_Problem details_:
For the listing below, show each line that includes the string "Order".
···
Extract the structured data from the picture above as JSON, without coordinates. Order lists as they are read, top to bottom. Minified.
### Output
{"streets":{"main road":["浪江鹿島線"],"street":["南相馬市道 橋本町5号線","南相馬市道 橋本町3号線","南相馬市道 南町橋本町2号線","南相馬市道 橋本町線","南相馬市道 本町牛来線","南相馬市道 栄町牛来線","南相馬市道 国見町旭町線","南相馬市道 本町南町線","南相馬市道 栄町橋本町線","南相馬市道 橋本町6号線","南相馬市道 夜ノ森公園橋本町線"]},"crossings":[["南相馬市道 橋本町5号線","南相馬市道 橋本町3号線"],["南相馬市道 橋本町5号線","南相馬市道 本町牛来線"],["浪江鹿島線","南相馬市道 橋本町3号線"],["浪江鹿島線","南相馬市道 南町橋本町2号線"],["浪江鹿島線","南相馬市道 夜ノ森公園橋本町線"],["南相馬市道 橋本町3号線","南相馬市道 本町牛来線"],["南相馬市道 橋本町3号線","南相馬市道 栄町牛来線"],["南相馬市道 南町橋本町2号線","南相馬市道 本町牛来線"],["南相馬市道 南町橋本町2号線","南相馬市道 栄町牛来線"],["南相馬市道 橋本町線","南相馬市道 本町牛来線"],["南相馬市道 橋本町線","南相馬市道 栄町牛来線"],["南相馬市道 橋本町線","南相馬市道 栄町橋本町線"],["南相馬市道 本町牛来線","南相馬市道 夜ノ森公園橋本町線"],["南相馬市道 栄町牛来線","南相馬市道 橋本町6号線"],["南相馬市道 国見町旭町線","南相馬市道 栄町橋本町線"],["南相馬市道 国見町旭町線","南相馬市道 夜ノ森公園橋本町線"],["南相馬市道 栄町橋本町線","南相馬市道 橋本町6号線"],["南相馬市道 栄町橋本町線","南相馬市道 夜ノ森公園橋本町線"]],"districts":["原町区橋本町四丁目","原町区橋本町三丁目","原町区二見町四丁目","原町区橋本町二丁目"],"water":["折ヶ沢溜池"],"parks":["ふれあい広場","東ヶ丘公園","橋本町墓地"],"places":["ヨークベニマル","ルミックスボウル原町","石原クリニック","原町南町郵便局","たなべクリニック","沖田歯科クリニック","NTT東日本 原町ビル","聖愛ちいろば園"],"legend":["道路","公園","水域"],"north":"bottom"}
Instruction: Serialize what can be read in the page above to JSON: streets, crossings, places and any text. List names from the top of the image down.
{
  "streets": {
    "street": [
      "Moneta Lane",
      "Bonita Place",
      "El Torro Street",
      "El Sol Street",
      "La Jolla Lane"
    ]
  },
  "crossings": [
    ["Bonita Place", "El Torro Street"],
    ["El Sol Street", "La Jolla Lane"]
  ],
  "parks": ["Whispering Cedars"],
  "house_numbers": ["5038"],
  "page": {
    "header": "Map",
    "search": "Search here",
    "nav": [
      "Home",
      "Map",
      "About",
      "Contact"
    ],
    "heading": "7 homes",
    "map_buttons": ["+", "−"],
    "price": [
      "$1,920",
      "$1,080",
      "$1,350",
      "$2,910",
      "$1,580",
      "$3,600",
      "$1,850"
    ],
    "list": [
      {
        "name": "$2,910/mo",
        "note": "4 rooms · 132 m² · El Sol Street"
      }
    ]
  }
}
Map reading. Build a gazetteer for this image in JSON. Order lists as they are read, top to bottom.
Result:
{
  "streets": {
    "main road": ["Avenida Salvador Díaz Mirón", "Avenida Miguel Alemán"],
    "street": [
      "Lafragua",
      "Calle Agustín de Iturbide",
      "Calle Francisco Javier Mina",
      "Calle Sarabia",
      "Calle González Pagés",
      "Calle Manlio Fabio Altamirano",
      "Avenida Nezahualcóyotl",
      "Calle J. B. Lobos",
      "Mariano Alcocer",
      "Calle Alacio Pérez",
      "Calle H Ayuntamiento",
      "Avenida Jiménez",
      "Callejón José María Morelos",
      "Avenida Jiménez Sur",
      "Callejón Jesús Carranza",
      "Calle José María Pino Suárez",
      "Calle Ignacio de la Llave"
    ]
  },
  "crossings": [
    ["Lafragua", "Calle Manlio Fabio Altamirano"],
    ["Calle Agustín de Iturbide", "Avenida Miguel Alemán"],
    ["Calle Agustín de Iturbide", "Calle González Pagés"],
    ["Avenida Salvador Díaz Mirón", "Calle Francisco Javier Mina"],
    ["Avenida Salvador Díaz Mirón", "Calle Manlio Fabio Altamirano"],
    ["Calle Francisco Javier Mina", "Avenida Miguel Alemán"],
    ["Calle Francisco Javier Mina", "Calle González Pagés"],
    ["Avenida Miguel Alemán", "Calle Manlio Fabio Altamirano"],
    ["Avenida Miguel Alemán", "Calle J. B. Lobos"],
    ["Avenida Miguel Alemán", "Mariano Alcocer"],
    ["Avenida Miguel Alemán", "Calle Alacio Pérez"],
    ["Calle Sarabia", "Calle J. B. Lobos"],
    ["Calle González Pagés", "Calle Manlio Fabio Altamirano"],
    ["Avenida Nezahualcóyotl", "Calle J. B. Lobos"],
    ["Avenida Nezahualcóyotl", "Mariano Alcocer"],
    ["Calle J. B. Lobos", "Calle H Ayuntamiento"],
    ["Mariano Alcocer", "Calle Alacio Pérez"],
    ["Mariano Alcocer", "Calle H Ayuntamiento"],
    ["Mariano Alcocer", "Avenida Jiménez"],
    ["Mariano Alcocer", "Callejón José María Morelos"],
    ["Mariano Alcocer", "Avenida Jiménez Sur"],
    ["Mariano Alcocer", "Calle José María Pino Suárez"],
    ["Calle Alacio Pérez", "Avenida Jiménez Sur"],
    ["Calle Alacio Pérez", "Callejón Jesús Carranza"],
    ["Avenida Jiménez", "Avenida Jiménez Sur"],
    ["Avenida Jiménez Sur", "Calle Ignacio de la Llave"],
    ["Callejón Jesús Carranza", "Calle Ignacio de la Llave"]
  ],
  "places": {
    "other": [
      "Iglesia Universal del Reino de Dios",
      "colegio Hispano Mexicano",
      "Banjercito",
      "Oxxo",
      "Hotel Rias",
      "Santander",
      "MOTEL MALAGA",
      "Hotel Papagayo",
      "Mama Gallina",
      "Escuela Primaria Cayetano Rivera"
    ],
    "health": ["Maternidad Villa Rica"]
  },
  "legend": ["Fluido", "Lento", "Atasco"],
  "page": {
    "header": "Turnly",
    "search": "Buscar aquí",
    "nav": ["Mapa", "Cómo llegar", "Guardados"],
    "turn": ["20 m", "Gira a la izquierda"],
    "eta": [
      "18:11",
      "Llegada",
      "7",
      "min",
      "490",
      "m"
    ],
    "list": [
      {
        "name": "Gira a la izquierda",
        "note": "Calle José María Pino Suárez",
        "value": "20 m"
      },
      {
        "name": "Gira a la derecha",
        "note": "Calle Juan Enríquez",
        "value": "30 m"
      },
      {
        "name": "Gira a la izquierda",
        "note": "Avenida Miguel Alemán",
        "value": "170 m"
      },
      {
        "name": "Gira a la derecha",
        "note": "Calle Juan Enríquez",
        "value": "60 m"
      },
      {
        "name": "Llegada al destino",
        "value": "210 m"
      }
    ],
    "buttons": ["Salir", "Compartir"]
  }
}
···
_Solution_:
Extract the structured data from the picture above as JSON, without coordinates. Order lists as they are read, top to bottom. Minified.
Map reading. Build a gazetteer for this image in JSON. Order lists as they are read, top to bottom.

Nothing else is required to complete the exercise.